Haofan Wang* · Matteo Spinelli · Qixun Wang · Xu Bai · Zekui Qin · Anthony Chen

InstantX Team

*corresponding authors

Hugging Face ModelScope GitHub

InstantStyle is a general framework that employs two straightforward yet potent techniques for achieving an effective disentanglement of style and content from reference images.

Principle

Separating Content from Image. Benefit from the good characterization of CLIP global features, after subtracting the content text fea- tures from the image features, the style and content can be explicitly decoupled. Although simple, this strategy is quite effective in mitigating content leakage.

Injecting into Style Blocks Only. Empirically, each layer of a deep network captures different semantic information the key observation in our work is that there exists two specific attention layers handling style. Specifically, we find up blocks.0.attentions.1 and down blocks.2.attentions.1 capture style (color, material, atmosphere) and spatial layout (structure, composition) respectively.

Release

  • [2024/04/11] 🔥 We add the experimental distributed inference feature. Check it here.
  • [2024/04/10] 🔥 We support an online demo on ModelScope.
  • [2024/04/09] 🔥 We support an online demo on Huggingface.
  • [2024/04/09] 🔥 We support SDXL-inpainting, more information can be found here.
  • [2024/04/08] 🔥 InstantStyle is supported in AnyV2V for stylized video-to-video editing, demo can be found here.
  • [2024/04/07] 🔥 We support image-based stylization, more information can be found here.
  • [2024/04/07] 🔥 We support an experimental version for SD1.5, more information can be found here.
  • [2024/04/03] 🔥 InstantStyle is supported in ComfyUI_IPAdapter_plus developed by our co-author.
  • [2024/04/03] 🔥 We release the technical report.

Demos

Stylized Synthesis

Image-based Stylized Synthesis

Comparison with Previous Works

Download

Follow IP-Adapter to download pre-trained checkpoints from here.
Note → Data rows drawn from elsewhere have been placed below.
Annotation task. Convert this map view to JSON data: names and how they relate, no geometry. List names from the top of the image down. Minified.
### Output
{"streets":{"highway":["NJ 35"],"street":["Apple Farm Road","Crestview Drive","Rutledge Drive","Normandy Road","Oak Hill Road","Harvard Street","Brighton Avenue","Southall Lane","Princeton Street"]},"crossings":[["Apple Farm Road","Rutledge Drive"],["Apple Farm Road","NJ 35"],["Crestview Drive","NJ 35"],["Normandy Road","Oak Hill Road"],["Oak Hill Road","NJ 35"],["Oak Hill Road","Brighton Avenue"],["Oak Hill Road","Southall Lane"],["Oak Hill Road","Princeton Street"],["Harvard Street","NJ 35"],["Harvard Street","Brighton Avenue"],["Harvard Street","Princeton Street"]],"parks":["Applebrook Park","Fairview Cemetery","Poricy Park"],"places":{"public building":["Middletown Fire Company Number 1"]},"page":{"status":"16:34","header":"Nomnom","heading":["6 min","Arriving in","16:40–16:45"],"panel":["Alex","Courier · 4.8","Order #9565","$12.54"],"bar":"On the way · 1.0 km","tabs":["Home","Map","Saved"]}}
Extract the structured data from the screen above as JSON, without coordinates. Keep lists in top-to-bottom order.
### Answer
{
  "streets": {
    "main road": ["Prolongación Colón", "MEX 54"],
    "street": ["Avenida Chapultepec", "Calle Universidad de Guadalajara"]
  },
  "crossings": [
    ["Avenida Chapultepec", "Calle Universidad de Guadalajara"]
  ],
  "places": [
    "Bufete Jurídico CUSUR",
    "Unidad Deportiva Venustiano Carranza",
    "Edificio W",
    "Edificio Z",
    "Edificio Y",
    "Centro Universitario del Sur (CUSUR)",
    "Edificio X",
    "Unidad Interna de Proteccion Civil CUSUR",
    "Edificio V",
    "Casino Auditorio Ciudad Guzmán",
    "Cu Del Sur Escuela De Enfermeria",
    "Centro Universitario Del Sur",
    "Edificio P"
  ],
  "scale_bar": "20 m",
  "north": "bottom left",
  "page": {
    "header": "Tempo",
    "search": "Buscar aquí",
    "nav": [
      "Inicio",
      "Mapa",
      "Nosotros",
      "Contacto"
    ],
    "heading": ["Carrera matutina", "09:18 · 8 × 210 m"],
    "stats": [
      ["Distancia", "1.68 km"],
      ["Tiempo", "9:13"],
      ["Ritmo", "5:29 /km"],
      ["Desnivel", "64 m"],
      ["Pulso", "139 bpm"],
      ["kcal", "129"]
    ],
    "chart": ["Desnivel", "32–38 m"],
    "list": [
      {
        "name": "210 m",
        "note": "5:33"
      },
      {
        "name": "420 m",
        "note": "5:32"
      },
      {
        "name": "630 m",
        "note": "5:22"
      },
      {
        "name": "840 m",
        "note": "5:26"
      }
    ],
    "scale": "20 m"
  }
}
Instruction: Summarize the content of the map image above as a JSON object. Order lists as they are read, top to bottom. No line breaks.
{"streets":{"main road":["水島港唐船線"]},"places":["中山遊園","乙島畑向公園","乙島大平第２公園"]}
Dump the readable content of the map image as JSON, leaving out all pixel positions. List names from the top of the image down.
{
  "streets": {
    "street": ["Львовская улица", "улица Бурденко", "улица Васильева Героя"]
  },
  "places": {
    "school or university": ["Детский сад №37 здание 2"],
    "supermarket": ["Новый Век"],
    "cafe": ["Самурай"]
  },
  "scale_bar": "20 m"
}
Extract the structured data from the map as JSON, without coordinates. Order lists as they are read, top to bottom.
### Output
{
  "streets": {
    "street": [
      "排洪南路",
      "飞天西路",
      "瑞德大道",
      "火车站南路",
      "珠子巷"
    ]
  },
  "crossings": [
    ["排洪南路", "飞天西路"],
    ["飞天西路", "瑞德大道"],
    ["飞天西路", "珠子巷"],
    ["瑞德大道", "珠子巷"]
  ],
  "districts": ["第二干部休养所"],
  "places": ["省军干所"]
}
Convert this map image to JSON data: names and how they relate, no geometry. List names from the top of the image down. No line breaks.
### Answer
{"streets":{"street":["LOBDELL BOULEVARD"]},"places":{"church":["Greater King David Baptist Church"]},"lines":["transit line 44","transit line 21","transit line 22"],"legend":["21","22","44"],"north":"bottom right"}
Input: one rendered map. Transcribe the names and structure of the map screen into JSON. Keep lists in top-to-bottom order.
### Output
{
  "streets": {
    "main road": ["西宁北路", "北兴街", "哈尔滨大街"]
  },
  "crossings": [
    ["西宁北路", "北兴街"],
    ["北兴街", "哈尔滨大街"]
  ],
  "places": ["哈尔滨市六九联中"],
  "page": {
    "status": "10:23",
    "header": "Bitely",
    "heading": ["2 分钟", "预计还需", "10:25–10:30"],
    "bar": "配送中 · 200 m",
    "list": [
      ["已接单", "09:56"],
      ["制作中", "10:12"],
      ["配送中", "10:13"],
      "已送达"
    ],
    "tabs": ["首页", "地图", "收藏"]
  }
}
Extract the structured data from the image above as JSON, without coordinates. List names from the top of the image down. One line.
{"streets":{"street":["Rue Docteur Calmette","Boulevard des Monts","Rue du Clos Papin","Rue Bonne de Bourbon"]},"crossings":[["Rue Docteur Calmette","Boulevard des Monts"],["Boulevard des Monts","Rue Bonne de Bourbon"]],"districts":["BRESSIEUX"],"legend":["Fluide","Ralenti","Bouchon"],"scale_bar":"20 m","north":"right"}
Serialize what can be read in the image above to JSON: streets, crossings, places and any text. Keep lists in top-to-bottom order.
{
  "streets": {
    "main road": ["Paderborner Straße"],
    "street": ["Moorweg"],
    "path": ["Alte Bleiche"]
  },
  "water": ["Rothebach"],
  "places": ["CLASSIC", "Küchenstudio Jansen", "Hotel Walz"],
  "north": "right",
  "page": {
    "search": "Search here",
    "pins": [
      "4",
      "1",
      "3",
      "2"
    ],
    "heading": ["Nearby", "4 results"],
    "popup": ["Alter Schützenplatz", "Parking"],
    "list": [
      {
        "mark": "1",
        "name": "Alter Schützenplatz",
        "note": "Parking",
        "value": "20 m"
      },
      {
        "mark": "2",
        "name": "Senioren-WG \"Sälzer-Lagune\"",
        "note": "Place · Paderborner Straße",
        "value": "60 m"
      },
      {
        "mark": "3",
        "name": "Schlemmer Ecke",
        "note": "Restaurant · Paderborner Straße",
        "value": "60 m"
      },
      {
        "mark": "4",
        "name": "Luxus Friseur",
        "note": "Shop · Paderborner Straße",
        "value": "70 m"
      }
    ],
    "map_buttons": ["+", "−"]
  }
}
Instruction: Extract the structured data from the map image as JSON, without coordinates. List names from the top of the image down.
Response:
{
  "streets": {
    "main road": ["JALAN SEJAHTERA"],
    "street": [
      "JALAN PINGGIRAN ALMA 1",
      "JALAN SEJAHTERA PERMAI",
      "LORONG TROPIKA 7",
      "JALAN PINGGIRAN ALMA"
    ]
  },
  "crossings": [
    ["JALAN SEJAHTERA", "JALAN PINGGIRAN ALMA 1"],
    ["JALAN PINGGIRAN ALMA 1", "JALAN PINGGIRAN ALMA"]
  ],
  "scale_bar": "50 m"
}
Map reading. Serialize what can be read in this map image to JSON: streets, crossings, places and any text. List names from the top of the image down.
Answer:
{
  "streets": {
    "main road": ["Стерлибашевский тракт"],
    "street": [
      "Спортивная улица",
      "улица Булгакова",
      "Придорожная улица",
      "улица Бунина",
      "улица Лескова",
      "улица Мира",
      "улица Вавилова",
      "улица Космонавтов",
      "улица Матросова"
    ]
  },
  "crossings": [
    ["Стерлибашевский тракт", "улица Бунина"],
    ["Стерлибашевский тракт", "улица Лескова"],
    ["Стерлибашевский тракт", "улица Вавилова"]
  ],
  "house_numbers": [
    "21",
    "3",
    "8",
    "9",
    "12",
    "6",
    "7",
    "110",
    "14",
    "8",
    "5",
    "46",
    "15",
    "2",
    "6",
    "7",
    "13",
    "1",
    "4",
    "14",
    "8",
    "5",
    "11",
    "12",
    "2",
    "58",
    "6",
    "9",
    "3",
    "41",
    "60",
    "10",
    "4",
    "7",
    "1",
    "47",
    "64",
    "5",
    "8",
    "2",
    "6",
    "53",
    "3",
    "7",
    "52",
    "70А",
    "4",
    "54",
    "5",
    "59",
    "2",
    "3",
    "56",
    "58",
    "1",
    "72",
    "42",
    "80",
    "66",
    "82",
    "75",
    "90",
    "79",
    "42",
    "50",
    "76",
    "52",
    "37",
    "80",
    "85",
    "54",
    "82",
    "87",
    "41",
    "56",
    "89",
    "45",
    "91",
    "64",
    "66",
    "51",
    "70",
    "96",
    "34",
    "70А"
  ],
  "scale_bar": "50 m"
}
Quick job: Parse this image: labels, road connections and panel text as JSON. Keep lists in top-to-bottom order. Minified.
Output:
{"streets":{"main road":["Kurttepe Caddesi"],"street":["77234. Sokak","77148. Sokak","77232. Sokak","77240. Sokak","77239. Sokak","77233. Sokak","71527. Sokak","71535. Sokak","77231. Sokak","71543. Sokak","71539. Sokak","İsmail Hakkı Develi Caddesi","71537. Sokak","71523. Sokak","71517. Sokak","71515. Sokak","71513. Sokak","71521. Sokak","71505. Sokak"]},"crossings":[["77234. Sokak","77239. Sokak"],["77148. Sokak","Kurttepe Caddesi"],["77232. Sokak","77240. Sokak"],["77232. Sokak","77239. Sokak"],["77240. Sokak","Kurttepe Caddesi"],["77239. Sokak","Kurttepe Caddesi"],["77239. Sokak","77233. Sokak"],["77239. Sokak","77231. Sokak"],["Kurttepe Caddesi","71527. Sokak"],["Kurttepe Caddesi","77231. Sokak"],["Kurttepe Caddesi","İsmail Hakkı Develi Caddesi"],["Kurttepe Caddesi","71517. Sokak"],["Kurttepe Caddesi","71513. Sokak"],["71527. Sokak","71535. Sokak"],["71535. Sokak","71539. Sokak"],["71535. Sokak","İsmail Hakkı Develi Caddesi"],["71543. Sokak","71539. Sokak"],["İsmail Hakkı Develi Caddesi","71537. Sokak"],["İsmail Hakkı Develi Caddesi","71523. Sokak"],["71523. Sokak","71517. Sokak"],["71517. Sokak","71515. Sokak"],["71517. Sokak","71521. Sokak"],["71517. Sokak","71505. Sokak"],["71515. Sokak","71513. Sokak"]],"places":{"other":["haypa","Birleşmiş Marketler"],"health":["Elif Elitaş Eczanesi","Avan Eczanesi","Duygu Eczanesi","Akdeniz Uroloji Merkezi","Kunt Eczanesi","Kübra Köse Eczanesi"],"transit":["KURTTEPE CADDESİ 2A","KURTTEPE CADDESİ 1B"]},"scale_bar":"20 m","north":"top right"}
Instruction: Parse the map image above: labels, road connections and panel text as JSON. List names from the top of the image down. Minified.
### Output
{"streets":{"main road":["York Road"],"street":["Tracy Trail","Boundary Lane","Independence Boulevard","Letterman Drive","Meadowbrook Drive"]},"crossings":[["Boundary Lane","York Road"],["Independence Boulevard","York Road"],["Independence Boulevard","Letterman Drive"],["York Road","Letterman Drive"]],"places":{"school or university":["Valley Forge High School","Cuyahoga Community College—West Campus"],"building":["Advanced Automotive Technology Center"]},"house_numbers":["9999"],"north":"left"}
git clone https://github.com/InstantStyle/InstantStyle.git
cd InstantStyle

# download the models
git lfs install
git clone https://huggingface.co/h94/IP-Adapter
mv IP-Adapter/models models
mv IP-Adapter/sdxl_models sdxl_models

Usage

Our method is fully compatible with IP-Adapter. For feature subtraction, it only works for global feature instead of patch features. For SD1.5, you can find a demo at infer_style_sd15.py, but we find that SD1.5 has weaker perception and understanding of style information, thus this demo is experimental only. All block names can be found in attn_blocks.py and attn_blocks_sd15.py for SDXL and SD1.5 respectively.

import torch
from diffusers import StableDiffusionXLPipeline
from PIL import Image

from ip_adapter import IPAdapterXL

base_model_path = "stabilityai/stable-diffusion-xl-base-1.0"
image_encoder_path = "sdxl_models/image_encoder"
ip_ckpt = "sdxl_models/ip-adapter_sdxl.bin"
device = "cuda"

# load SDXL pipeline
pipe = StableDiffusionXLPipeline.from_pretrained(
    base_model_path,
    torch_dtype=torch.float16,
    add_watermarker=False,
)

# reduce memory consumption
pipe.enable_vae_tiling()

# load ip-adapter
# target_blocks=["block"] for original IP-Adapter
# target_blocks=["up_blocks.0.attentions.1"] for style blocks only
# target_blocks = ["up_blocks.0.attentions.1", "down_blocks.2.attentions.1"] # for style+layout blocks
ip_model = IPAdapterXL(pipe, image_encoder_path, ip_ckpt, device, target_blocks=["up_blocks.0.attentions.1"])

image = "./assets/0.jpg"
image = Image.open(image)
image.resize((512, 512))

# generate image variations with only image prompt
images = ip_model.generate(pil_image=image,
                            prompt="a cat, masterpiece, best quality, high quality",
                            negative_prompt= "text, watermark, lowres, low quality, worst quality, deformed, glitch, low contrast, noisy, saturation, blurry",
                            scale=1.0,
                            guidance_scale=5,
                            num_samples=1,
                            num_inference_steps=30, 
                            seed=42,
                            #neg_content_prompt="a rabbit",
                            #neg_content_scale=0.5,
                          )

images[0].save("result.png")

Distributed Inference

On distributed setups, you can run inference across multiple GPUs with 🤗 Accelerate or PyTorch Distributed, which is useful for generating with multiple prompts in parallel, in case you have limited VRAM on each GPU. More information can be found here. Make sure you have installed diffusers from the source and the lastest accelerate.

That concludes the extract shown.